Reading HTML file for parsing

I want to read html file and then parse it (not sure if use word “parse” correctly).

I saved example.com to file example.html
Also using EzXML library

using Cascadia, Gumbo, HTTP,AbstractTrees
using EzXML

r = EzXML.readhtml("example.html")

print(r)


Prints result (html):

<?xml version="1.0" encoding="UTF-8" standalone="yes"?> Example Domain
<meta charset="utf-8"/>
<meta http-equiv="Content-type" content="text/html; charset=utf-8"/>    <meta name="viewport" content="width=device-width, initial-scale=1"/>
<style type="text/css"><![CDATA[
body {
    background-color: #f0f0f2;
    margin: 0;
    padding: 0;
    font-family: -apple-system, system-ui, BlinkMacSystemFont, "Segoe UI", "Open Sans", "Helvetica Neue", Helvetica, Arial, sans-serif;     

}
div {
    width: 600px;
    margin: 5em auto;
    padding: 2em;
    background-color: #fdfdff;
    border-radius: 0.5em;
    box-shadow: 2px 3px 7px 2px rgba(0,0,0,0.02);
}
a:link, a:visited {
    color: #38488f;
    text-decoration: none;
}
@media (max-width: 700px) {
    div {
        margin: 0 auto;
        width: auto;
    }
}
]]></style>

Example Domain

This domain is for use in illustrative examples in documents. You may use this domain in literature without prior coordination or asking for permission.

More information...

How to work further with this html ?

h = parsehtml(String(r.body))

Gives error:
ERROR: type Document has no field body

Cascadia commands does not work too.

EzXML.readhtml() reads simple html files, but give errors on more complex files.

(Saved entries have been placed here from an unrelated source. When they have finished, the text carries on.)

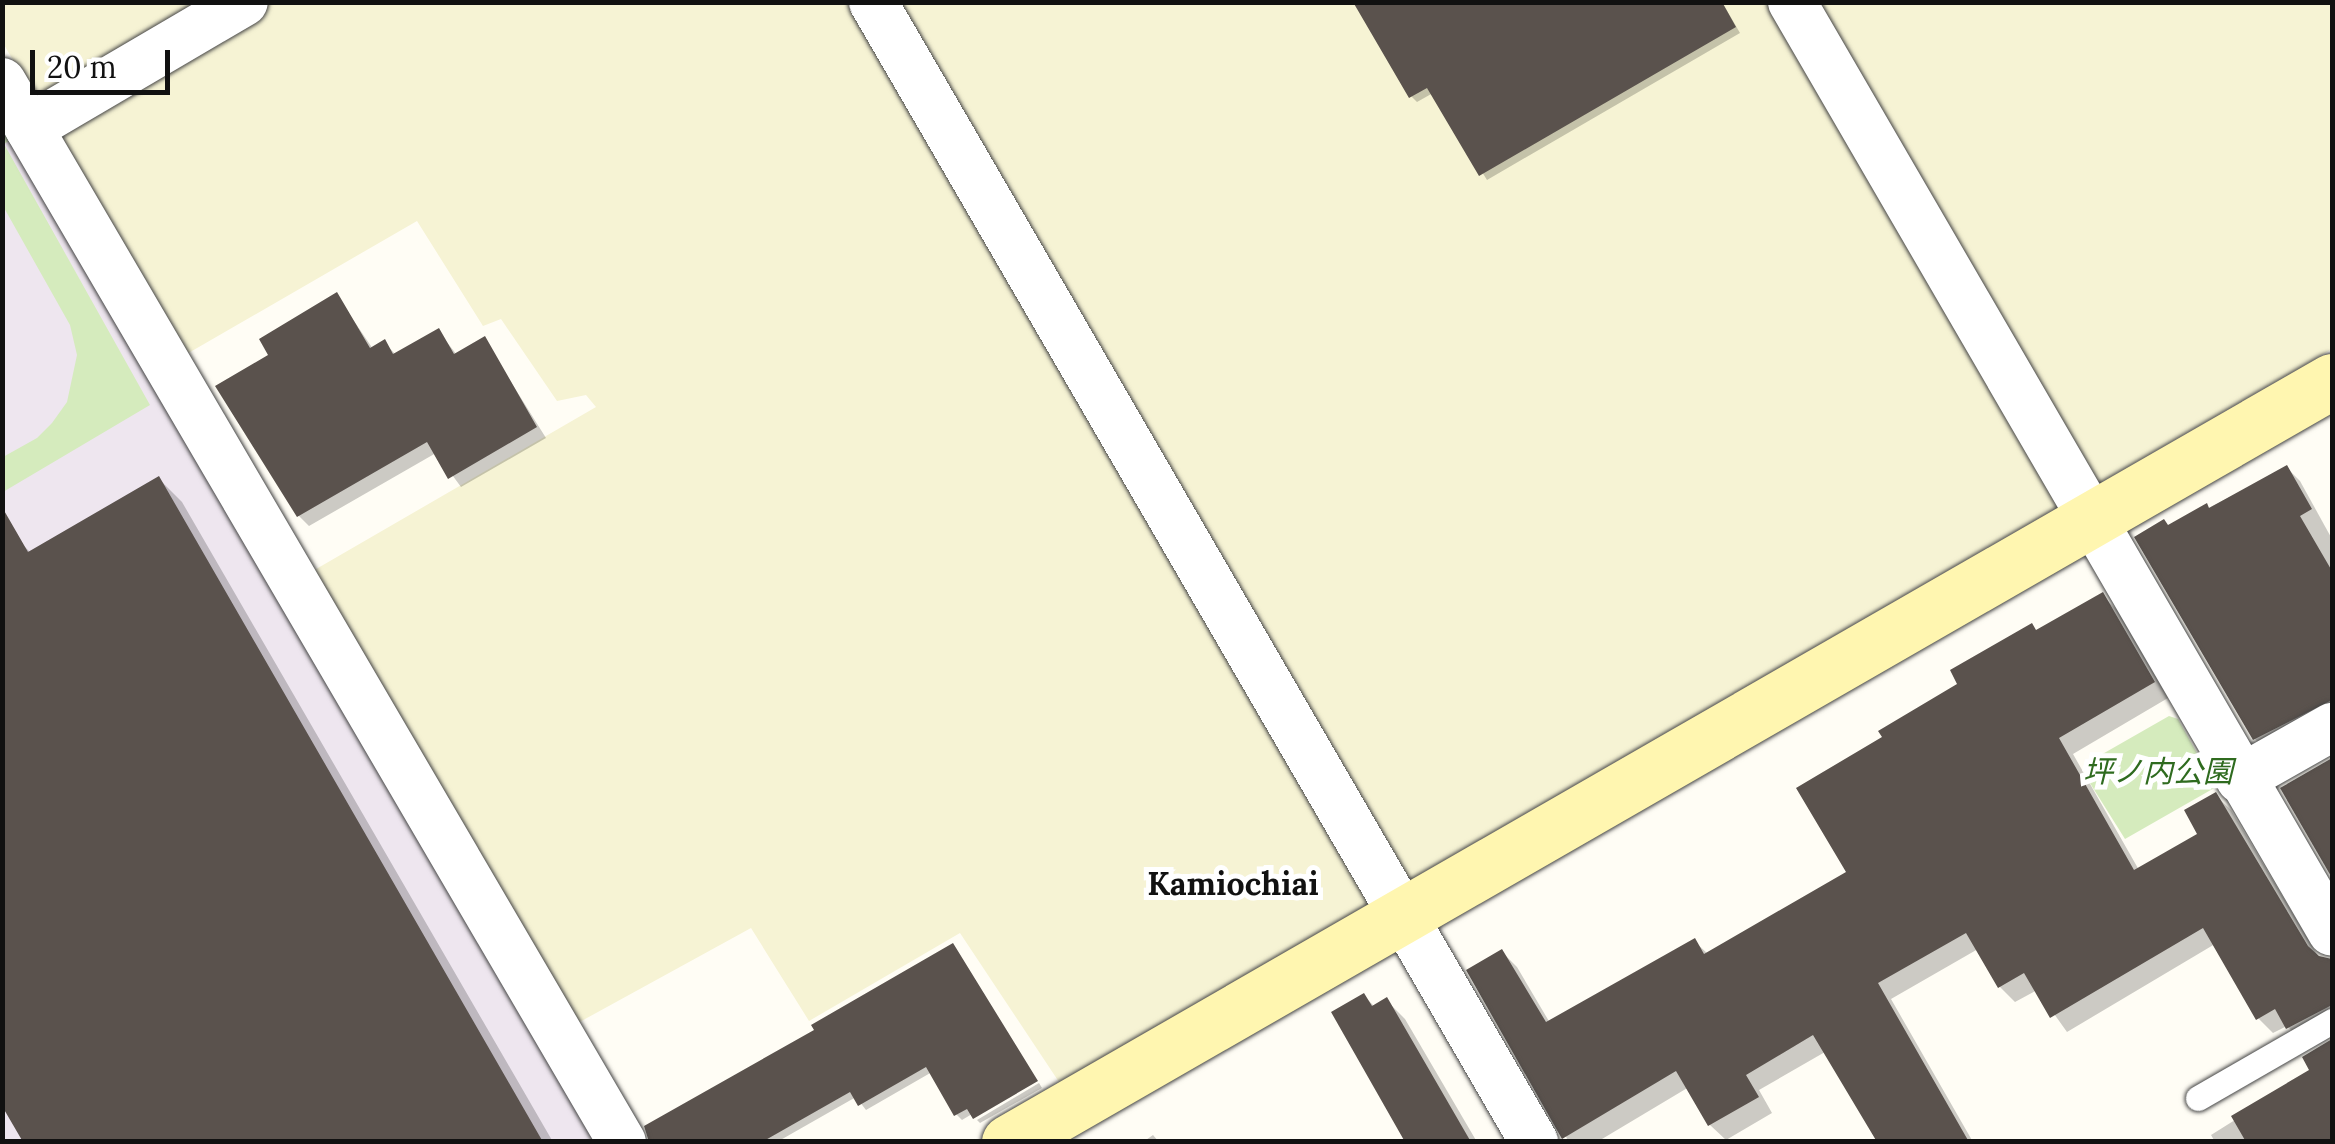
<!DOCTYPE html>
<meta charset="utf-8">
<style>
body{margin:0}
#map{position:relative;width:2335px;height:1144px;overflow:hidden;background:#fffdf5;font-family:Lora,"Noto Sans JP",serif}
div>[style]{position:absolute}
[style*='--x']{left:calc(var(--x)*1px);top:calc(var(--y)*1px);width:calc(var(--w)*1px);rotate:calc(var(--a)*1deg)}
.industrial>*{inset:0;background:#eee6ef}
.farmland>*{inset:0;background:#f6f3d4}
.green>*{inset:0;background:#d5ebbd}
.shadow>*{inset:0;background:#0003}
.building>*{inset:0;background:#5a524d}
.roads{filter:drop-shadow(0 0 2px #444) drop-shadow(0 0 2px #444)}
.lane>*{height:25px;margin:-12.5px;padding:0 12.5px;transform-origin:12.5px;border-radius:12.5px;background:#fff}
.street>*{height:48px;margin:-24px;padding:0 24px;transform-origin:24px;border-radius:24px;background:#fff}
.secondary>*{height:55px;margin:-27.5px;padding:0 27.5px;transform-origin:27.5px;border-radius:27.5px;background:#fff6b0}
span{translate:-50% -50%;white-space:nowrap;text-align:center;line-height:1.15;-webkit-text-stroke:10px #fff;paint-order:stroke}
.park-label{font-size:30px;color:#2f6b1f;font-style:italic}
.neighbourhood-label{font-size:32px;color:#111;font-weight:700}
.frame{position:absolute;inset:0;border:5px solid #111;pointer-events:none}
.scale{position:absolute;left:30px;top:50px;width:140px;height:45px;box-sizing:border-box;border:5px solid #111;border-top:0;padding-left:12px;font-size:30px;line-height:35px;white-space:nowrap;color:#111;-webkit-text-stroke:8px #fff;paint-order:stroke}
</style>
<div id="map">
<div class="industrial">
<i style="clip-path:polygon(3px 107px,602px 1141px,3px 1141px)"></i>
</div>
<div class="farmland">
<i style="clip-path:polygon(2px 3px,2332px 3px,2332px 349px,1059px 1082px,960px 933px,809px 1021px,751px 928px,576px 1024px,311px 572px,596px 407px,586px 395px,557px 401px,501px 319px,483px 326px,417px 221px,185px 355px,3px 43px)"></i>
</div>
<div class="green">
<i style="clip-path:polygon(2px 117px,14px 138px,4px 144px,150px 405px,3px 492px,3px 457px,37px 438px,52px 423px,67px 402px,77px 355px,70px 325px,3px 206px)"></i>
<i style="clip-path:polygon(2169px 716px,2178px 719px,2216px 787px,2125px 839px,2088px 780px,2092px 760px)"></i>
</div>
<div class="shadow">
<i style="clip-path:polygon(1356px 2px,1722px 2px,1740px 33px,1487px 180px,1433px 93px,1417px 102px,1411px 96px)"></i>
<i style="clip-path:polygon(337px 296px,373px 349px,384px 342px,396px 355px,438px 331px,457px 355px,484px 339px,546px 438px,461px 487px,436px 453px,309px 526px,299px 516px,272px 356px)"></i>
<i style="clip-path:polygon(2287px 468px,2300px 481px,2332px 539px,2332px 718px,2268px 752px,2255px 739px,2169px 528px)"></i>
<i style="clip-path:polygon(159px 479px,182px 502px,553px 1142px,26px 1142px,21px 543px,31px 553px)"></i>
<i style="clip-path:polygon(2102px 595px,2117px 610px,2168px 698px,2073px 754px,2139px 870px,2201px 835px,2215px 795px,2231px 810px,2318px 956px,2332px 969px,2328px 980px,2332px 992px,2332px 1027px,2303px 1042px,2287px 1026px,2273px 1033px,2258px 1018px,2215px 944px,2067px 1032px,2037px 990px,2015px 1002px,2000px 987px,1978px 949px,1891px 999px,1973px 1142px,1878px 1142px,1825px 1052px,1759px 1090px,1772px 1113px,1726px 1140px,1710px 1125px,1689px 1087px,1597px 1142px,1568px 1142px,1502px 952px,1517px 967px,1550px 1023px,1694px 941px,1708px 954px,1849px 873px,1885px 738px,2037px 632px)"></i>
<i style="clip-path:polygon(953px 947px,972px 1114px,962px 1120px,956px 1114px,932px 1072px,866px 1110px,856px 1097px,777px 1142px,659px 1142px,818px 1031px)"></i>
<i style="clip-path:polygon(1364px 996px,1375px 1007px,1386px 1000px,1405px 1019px,1477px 1142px,1408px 1142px)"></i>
<i style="clip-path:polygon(2332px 1041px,2332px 1142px,2215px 1142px,2211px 1135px,2313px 1071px,2305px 1058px)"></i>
<i style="clip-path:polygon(1039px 1083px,1042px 1088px,980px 1123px,977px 1120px)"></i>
<i style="clip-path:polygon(1153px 1135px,1159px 1142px,1143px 1142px)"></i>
</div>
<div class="building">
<i style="clip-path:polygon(1353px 2px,1722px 2px,1736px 27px,1479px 176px,1427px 88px,1409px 98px)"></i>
<i style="clip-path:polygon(337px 292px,370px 348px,385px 339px,393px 354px,439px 328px,454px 354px,485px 336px,537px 427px,448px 479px,427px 442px,297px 517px,215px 386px,268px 355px,259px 339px)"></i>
<i style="clip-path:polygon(2287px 465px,2312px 509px,2300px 516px,2332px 571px,2332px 700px,2253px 740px,2134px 537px,2164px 519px,2168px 525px,2207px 503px,2209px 508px)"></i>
<i style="clip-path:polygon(159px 476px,543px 1142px,23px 1142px,2px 1106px,2px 507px,28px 552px)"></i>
<i style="clip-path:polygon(2103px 592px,2155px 682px,2059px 738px,2134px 870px,2197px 834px,2184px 810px,2216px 792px,2308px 946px,2319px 956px,2332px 959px,2332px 1005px,2286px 1029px,2275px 1009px,2256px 1020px,2203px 928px,2050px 1018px,2024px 973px,1998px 988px,1966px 933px,1878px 983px,1969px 1142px,1877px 1142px,1813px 1035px,1746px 1075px,1759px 1097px,1708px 1126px,1676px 1071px,1562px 1139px,1466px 970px,1502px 949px,1546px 1022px,1695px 938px,1704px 954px,1846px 872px,1796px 788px,1882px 737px,1878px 731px,1957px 684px,1950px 670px,2032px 623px,2036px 630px)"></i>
<i style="clip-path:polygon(2332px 758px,2332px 878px,2280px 788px)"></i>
<i style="clip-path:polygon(953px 943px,1038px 1081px,973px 1119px,967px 1109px,954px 1116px,926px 1067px,858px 1106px,850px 1092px,762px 1142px,649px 1142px,644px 1126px,814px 1030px,811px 1025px)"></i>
<i style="clip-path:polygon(1364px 993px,1372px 1006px,1387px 997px,1471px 1142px,1405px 1142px,1331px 1012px)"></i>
<i style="clip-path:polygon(2332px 1039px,2332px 1142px,2246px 1142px,2231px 1116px,2309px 1070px,2302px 1057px)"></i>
</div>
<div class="roads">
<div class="lane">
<i style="--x:2198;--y:1098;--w:155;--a:-29.9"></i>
</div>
<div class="street">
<i style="--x:873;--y:2;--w:1318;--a:59.89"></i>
<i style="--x:1792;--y:2;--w:1075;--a:59.86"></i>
<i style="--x:2;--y:82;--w:1228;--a:59.68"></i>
<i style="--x:29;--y:128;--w:249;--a:-30.4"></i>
<i style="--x:2240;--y:779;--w:106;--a:-29.5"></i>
</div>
<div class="secondary">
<i style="--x:1009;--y:1142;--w:1526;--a:-29.91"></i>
</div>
</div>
<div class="park-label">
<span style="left:2158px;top:771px">坪ノ内公園</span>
</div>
<div class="neighbourhood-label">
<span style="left:1233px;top:884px">Kamiochiai</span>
</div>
<div class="frame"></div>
<div class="scale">20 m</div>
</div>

What library should I use ?
Or I missed some steps ?

Thanks

You seem to be importing Gumbo.jl and Cascadia.jl in your code. So I don’t really understand why you are using EzXML’s parser? Can’t you directly use Gumbo’s parsehtml method?

XML based parsers such as EzXML often have difficulty working with actual html.